==== Supplied data ====
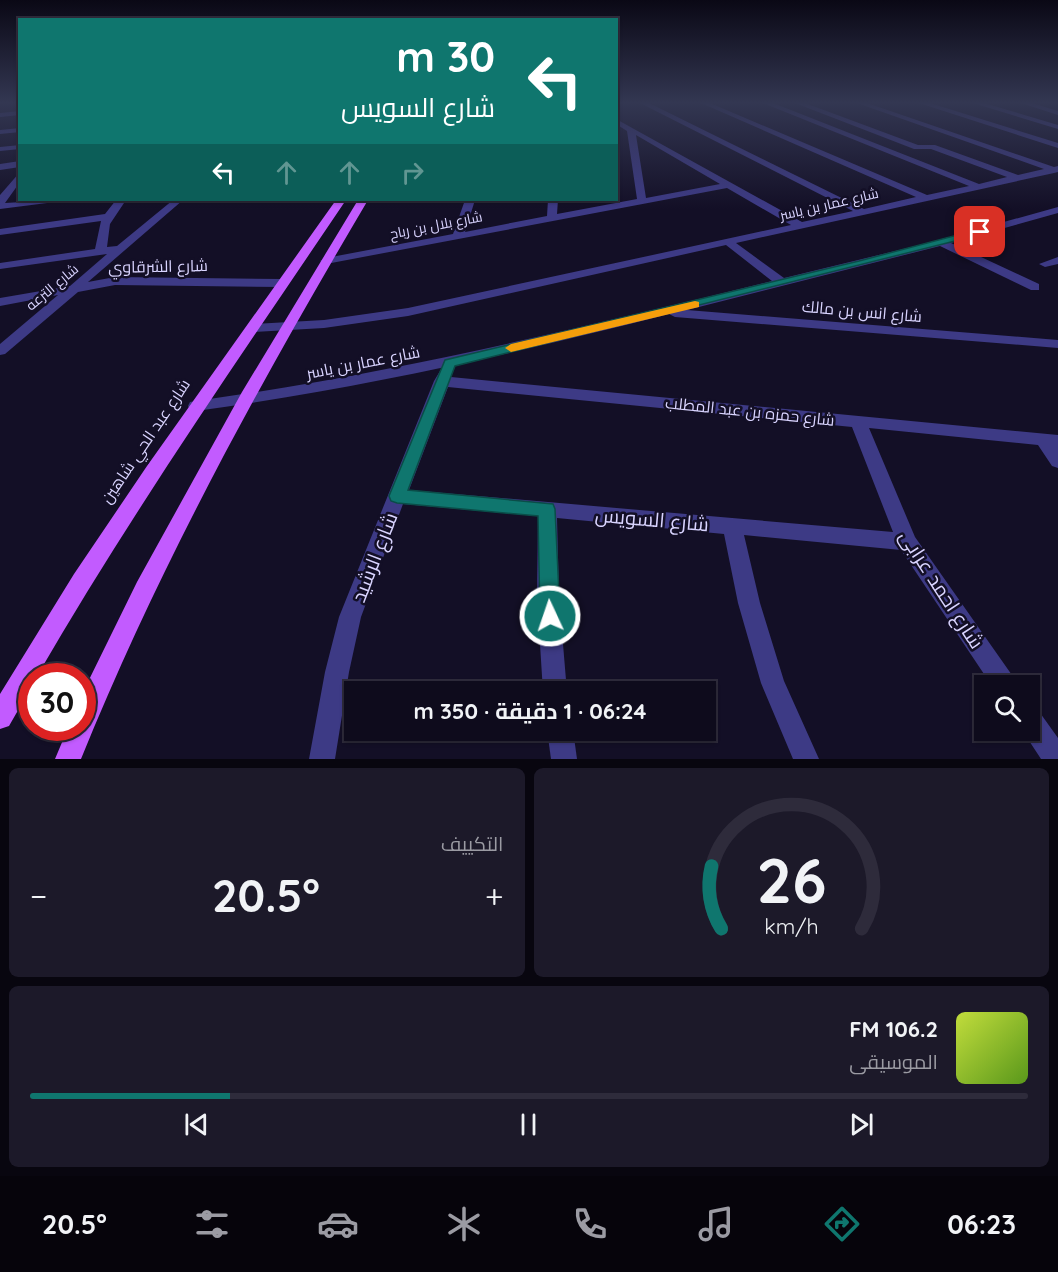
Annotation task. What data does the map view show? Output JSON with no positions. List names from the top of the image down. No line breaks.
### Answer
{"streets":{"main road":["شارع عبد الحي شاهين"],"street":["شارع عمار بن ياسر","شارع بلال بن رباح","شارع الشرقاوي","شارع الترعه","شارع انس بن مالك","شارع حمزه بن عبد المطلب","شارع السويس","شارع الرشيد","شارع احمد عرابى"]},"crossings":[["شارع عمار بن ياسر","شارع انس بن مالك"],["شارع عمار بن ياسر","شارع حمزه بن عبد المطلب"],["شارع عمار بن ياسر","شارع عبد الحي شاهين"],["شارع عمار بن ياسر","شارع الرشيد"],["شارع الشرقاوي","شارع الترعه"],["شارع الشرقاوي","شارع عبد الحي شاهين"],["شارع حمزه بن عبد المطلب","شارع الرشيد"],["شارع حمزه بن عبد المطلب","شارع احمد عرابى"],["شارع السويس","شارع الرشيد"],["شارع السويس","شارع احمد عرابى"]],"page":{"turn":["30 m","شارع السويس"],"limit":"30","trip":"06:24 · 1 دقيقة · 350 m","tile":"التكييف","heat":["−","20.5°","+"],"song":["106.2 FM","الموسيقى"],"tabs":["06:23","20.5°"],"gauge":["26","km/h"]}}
====
Activity: Give back an exact copy of the material above, omitting the pictures.

Exercise response:
Annotation task. What data does the map view show? Output JSON with no positions. List names from the top of the image down. No line breaks.
### Answer
{"streets":{"main road":["شارع عبد الحي شاهين"],"street":["شارع عمار بن ياسر","شارع بلال بن رباح","شارع الشرقاوي","شارع الترعه","شارع انس بن مالك","شارع حمزه بن عبد المطلب","شارع السويس","شارع الرشيد","شارع احمد عرابى"]},"crossings":[["شارع عمار بن ياسر","شارع انس بن مالك"],["شارع عمار بن ياسر","شارع حمزه بن عبد المطلب"],["شارع عمار بن ياسر","شارع عبد الحي شاهين"],["شارع عمار بن ياسر","شارع الرشيد"],["شارع الشرقاوي","شارع الترعه"],["شارع الشرقاوي","شارع عبد الحي شاهين"],["شارع حمزه بن عبد المطلب","شارع الرشيد"],["شارع حمزه بن عبد المطلب","شارع احمد عرابى"],["شارع السويس","شارع الرشيد"],["شارع السويس","شارع احمد عرابى"]],"page":{"turn":["30 m","شارع السويس"],"limit":"30","trip":"06:24 · 1 دقيقة · 350 m","tile":"التكييف","heat":["−","20.5°","+"],"song":["106.2 FM","الموسيقى"],"tabs":["06:23","20.5°"],"gauge":["26","km/h"]}}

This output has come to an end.